Now that there is only a manageable number of candidate locations left, we can use google street view to visit them in order to determine which one is the mystery location. In order to make the process streamlined, we can use a little bit of python to open multiple streetviews, one for each location, and embedding them in this notebook.

The `IPython.display.HTML` function allows us to create and embed html into notebooks. We loop over each polygon in the intersection multipolygon, and request a google street view at the centroid of each of those them.

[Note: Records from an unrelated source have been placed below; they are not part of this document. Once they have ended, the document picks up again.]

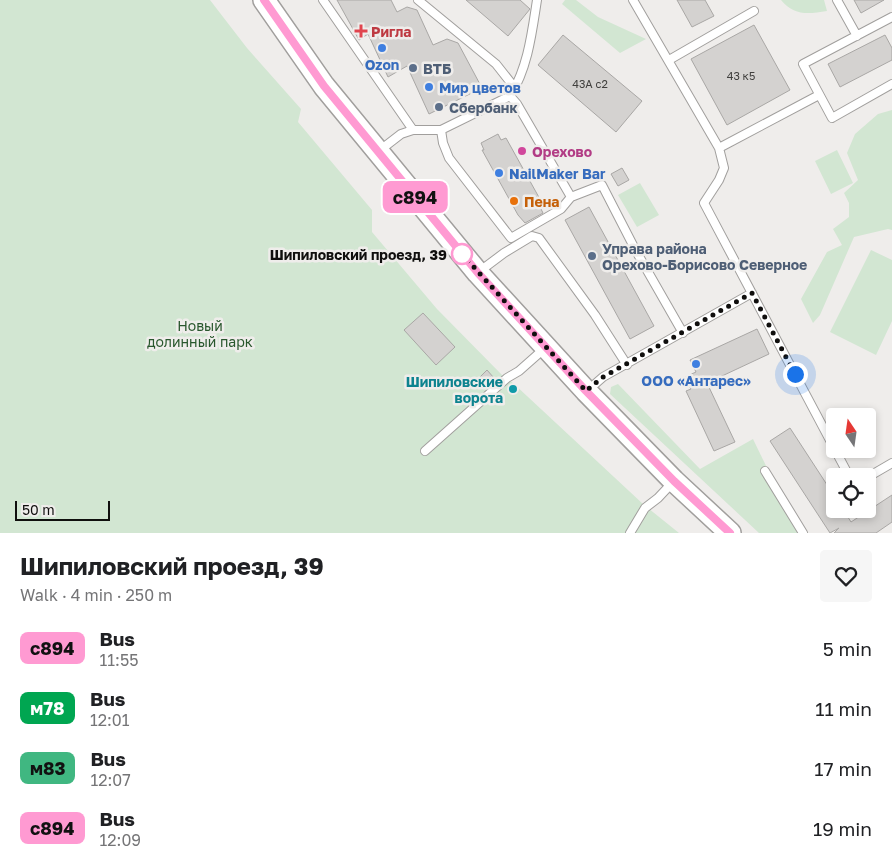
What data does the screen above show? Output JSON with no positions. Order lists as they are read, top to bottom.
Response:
{
  "parks": ["Новый долинный парк"],
  "places": {
    "health": ["Ригла"],
    "other": [
      "Ozon",
      "ВТБ",
      "Мир цветов",
      "Сбербанк",
      "Орехово",
      "NailMaker Bar",
      "Пена",
      "Шипиловский проезд, 39",
      "Управа района Орехово-Борисово Северное",
      "ООО «Антарес»",
      "Шипиловские ворота"
    ]
  },
  "lines": ["bus line с894"],
  "house_numbers": ["43 к5", "43А с2"],
  "scale_bar": "50 m",
  "north": "top",
  "page": {
    "on_map": "с894",
    "scale": "50 m",
    "heading": ["Шипиловский проезд, 39", "Walk · 4 min · 250 m"],
    "list": [
      {
        "mark": "с894",
        "name": "Bus",
        "note": "11:55",
        "value": "5 min"
      },
      {
        "mark": "м78",
        "name": "Bus",
        "note": "12:01",
        "value": "11 min"
      },
      {
        "mark": "м83",
        "name": "Bus",
        "note": "12:07",
        "value": "17 min"
      },
      {
        "mark": "с894",
        "name": "Bus",
        "note": "12:09",
        "value": "19 min"
      }
    ]
  }
}
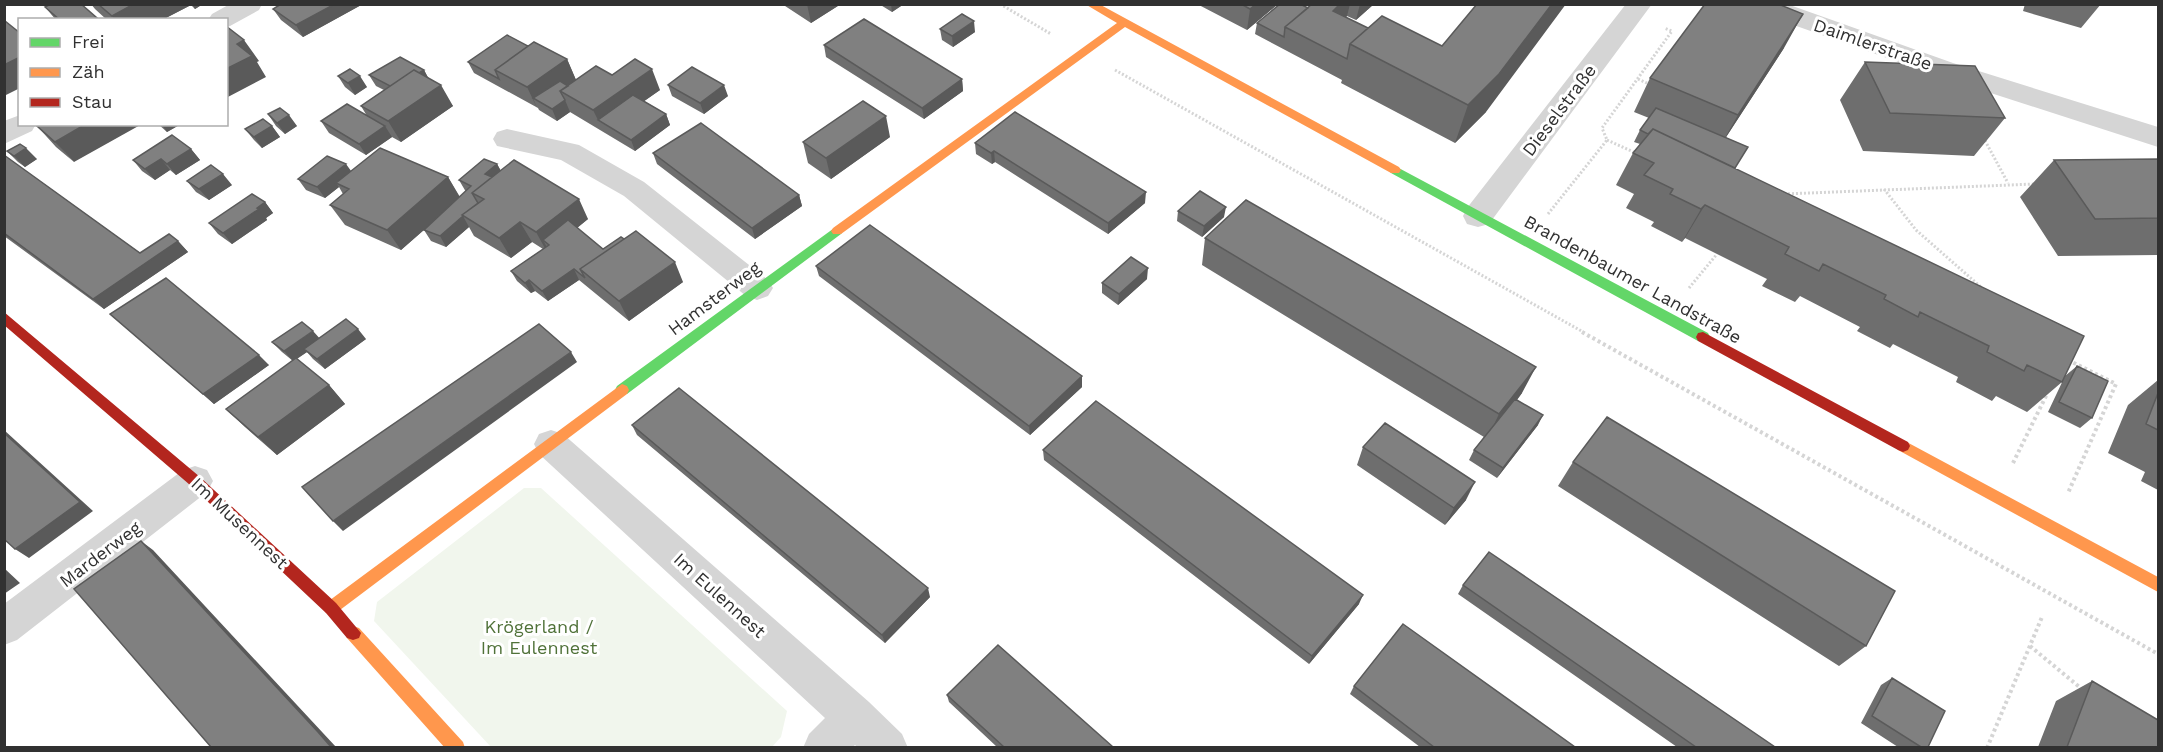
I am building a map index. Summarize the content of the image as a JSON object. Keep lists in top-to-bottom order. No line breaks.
{"streets":{"street":["Daimlerstraße","Dieselstraße","Brandenbaumer Landstraße","Hamsterweg","Im Musennest","Marderweg","Im Eulennest"]},"crossings":[["Dieselstraße","Brandenbaumer Landstraße"],["Brandenbaumer Landstraße","Hamsterweg"],["Hamsterweg","Im Musennest"],["Hamsterweg","Im Eulennest"],["Im Musennest","Marderweg"]],"parks":["Krögerland / Im Eulennest"],"legend":["Frei","Zäh","Stau"]}
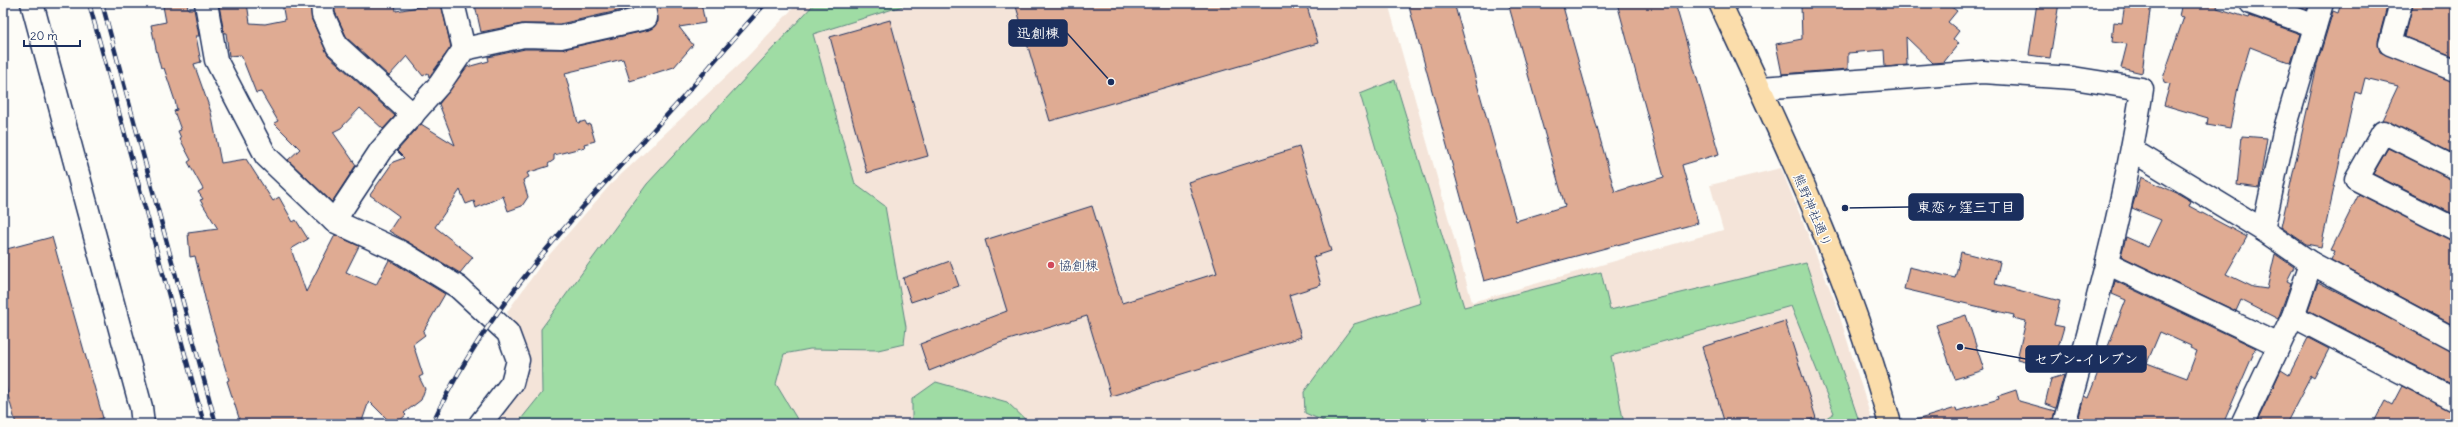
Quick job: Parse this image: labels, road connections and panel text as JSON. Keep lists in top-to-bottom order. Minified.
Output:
{"streets":{"main road":["熊野神社通り"]},"places":["迅創棟","東恋ヶ窪三丁目","協創棟","セブン-イレブン"],"scale_bar":"20 m"}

The embedded streetviews are not directly from the google maps API, but using the [ctrlq map embed utility](https://ctrlq.org/maps/embed/), which gives a convenient way to get streetviews from arbitrary coordinates.

In [11]:
from IPython.display import HTML

html_code = ''
for location in intersection:
    html_code = html_code + """
        <iframe style="width:100%;height:250px;"
        frameborder="0" scrolling="no" marginheight="0" marginwidth="0"
        src="http://my.ctrlq.org/maps/#street|0.01|0|0|{y_coord}|{x_coord}">
        </iframe>
    """.format(
        x_coord = location.centroid.x,
        y_coord = location.centroid.y
    )

HTML(html_code)



Looking at the road, it's clear from the cobble stone street that the location in Eken√§s is what we are looking for. The builing with the tourist information sign and the Aktia bank are also visible when panning around the view.